_YOUR GOAL_
Please state how many lines of the records hold the string "show", giving nothing but the number.

_SOURCE DATA_
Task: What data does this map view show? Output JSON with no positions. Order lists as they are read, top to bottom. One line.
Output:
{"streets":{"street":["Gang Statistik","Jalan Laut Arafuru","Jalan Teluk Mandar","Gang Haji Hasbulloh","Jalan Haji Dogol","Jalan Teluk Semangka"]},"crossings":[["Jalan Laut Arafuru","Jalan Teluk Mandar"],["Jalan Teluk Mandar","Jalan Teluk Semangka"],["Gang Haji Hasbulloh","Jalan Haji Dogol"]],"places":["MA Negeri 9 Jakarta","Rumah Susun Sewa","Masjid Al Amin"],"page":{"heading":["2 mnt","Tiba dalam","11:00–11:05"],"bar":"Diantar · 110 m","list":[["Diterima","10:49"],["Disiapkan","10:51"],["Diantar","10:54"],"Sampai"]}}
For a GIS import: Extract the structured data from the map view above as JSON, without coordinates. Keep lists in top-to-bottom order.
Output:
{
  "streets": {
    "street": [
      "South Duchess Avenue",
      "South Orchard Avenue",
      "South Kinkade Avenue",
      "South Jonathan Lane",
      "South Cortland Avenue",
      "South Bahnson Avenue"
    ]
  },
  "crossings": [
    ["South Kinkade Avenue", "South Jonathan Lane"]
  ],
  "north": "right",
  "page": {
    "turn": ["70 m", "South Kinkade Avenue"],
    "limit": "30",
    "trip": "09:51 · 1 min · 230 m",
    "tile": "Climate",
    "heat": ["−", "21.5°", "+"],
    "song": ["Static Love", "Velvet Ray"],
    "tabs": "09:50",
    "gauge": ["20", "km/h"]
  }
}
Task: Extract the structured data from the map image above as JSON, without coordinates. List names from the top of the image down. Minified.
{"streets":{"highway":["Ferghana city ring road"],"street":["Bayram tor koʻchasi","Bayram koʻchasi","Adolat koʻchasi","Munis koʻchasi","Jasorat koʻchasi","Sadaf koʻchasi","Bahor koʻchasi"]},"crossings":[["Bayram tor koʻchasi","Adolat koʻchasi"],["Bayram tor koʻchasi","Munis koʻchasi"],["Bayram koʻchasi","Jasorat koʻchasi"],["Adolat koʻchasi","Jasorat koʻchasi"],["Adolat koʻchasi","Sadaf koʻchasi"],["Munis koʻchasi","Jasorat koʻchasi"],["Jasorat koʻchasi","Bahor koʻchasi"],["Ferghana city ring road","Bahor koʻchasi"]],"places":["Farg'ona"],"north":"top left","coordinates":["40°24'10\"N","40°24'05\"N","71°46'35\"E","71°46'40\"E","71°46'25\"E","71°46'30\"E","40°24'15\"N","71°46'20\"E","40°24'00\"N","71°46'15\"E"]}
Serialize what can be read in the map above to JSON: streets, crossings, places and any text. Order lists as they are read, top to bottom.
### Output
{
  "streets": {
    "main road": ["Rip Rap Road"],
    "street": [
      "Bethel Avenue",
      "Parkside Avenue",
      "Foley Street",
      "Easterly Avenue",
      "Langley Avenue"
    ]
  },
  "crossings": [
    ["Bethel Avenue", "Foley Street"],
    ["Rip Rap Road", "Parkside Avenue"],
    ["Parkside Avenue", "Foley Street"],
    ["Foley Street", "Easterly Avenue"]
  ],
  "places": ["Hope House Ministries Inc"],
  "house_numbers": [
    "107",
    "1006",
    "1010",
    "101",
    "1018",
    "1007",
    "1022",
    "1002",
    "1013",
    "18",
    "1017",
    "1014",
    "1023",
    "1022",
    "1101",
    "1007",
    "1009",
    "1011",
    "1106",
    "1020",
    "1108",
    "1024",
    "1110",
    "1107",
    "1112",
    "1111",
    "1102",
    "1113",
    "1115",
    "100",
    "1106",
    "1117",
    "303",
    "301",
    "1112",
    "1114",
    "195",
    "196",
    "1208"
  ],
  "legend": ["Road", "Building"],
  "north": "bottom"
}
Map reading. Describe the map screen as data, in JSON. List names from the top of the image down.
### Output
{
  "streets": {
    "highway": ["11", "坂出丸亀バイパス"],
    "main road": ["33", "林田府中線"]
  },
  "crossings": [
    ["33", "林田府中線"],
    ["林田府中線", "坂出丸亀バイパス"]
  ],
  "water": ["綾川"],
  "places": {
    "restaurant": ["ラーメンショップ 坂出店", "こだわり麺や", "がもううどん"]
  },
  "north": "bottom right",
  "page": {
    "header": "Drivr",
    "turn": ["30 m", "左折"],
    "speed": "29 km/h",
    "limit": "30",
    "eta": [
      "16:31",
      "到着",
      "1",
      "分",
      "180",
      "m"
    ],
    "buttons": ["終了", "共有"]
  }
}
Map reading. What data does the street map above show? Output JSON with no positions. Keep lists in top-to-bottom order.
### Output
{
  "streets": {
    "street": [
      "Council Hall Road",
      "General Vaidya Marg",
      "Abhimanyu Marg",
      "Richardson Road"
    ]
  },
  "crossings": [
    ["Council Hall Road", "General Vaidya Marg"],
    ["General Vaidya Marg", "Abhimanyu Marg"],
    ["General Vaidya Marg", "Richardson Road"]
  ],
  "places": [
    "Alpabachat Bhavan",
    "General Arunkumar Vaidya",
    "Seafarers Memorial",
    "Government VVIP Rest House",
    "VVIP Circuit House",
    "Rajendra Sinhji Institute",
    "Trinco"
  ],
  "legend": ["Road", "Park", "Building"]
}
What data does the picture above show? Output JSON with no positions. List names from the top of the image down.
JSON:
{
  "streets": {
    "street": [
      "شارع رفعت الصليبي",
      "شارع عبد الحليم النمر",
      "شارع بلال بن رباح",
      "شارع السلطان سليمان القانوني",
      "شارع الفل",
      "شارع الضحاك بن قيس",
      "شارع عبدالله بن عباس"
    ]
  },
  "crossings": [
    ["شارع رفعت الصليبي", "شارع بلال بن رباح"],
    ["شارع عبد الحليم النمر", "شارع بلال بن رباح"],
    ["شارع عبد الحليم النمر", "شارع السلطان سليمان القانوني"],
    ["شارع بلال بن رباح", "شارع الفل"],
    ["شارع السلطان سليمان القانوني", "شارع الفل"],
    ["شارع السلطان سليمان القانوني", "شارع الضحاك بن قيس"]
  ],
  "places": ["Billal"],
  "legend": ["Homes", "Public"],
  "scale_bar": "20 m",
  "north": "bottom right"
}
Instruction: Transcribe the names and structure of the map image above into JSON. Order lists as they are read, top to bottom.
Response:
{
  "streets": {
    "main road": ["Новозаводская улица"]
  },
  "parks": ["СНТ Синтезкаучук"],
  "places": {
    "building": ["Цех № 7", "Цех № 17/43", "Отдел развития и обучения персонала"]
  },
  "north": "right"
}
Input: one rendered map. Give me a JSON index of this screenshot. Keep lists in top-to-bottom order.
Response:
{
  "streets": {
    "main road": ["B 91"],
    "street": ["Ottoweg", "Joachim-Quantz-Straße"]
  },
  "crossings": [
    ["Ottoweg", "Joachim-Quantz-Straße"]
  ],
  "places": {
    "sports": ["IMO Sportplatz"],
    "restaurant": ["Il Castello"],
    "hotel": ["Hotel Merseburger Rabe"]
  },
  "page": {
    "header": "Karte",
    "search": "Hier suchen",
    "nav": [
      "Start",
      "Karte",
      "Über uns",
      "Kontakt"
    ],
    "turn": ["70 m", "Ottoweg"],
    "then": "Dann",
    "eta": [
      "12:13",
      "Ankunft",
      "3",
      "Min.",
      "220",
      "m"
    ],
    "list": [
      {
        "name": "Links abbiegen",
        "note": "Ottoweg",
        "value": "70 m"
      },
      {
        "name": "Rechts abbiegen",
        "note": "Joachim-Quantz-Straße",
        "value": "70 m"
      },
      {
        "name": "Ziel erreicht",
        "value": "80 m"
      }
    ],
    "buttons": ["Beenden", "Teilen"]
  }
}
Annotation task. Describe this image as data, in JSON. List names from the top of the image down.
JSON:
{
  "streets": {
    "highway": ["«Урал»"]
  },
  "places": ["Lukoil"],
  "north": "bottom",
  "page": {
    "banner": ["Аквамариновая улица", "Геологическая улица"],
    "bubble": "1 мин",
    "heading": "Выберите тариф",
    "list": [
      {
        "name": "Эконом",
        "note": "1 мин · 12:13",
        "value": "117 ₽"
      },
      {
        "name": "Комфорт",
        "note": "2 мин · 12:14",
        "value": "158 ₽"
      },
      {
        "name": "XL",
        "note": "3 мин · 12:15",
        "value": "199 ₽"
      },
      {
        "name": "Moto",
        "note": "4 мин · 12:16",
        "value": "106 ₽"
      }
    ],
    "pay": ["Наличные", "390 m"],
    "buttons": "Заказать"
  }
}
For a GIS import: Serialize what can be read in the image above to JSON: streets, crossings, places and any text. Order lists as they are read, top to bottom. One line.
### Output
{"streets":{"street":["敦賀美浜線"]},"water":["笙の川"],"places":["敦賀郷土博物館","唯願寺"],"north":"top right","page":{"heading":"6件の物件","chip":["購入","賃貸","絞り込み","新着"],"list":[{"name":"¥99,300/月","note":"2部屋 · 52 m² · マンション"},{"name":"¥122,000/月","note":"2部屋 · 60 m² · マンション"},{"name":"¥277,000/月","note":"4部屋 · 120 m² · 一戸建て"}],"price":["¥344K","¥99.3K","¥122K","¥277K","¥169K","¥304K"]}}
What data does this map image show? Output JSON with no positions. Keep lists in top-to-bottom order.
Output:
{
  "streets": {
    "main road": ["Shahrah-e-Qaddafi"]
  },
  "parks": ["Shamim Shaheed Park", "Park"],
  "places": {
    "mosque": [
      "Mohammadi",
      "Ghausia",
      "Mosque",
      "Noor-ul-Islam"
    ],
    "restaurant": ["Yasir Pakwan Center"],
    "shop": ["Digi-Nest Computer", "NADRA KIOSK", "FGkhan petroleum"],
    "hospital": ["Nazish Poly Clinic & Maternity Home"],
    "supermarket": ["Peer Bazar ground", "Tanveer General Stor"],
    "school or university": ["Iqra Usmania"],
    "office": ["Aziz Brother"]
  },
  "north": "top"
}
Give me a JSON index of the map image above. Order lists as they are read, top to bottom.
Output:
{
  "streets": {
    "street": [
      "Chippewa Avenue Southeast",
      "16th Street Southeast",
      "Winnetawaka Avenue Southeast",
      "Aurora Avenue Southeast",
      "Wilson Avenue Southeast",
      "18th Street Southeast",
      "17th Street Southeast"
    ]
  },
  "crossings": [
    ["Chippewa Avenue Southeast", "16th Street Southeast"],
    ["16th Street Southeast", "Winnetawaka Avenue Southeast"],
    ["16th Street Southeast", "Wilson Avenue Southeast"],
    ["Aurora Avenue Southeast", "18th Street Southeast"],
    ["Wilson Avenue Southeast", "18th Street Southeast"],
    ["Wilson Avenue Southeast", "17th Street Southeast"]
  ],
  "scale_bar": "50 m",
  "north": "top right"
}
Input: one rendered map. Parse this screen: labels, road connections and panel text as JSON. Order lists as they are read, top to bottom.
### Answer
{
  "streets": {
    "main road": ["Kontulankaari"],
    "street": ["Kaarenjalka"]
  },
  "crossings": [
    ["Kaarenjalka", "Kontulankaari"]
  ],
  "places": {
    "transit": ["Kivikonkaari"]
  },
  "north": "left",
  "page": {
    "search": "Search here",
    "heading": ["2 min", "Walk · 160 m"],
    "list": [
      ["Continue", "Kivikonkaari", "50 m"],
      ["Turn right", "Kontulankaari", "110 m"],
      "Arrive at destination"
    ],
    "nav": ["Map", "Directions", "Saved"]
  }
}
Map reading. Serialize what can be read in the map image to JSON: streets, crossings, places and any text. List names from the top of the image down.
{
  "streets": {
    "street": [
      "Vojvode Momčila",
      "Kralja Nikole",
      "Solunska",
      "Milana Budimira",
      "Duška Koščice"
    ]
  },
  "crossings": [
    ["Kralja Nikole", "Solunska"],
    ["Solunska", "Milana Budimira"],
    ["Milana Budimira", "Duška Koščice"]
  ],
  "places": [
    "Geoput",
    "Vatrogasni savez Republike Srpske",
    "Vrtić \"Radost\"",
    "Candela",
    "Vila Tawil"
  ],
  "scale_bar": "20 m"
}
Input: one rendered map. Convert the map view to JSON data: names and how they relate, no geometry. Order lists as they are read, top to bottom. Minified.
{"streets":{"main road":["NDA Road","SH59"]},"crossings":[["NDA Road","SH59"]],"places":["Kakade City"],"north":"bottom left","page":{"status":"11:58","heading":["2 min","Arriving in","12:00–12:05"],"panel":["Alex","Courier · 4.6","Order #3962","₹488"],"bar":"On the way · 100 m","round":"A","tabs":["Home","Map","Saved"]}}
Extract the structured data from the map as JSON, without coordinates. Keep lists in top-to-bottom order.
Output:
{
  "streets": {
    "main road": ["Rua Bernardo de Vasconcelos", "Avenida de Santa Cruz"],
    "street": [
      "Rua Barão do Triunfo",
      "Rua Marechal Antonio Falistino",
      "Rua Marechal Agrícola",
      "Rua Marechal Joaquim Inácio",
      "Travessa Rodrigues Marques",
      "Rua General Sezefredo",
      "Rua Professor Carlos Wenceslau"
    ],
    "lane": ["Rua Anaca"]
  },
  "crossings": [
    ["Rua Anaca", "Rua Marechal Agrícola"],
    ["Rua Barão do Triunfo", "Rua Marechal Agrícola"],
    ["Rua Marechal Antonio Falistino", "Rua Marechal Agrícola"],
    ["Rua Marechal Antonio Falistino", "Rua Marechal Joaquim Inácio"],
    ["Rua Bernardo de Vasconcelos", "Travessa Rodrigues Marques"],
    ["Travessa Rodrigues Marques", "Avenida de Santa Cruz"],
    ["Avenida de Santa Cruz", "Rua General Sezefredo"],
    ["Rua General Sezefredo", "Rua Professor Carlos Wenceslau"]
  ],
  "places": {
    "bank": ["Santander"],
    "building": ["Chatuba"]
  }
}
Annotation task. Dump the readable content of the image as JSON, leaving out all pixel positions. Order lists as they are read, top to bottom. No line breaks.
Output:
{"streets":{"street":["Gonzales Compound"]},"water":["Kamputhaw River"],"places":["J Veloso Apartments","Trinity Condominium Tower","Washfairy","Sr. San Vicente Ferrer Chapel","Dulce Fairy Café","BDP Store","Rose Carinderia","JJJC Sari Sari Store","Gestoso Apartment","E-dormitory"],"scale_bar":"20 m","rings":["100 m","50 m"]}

_RESULT OF THIS TASK_
4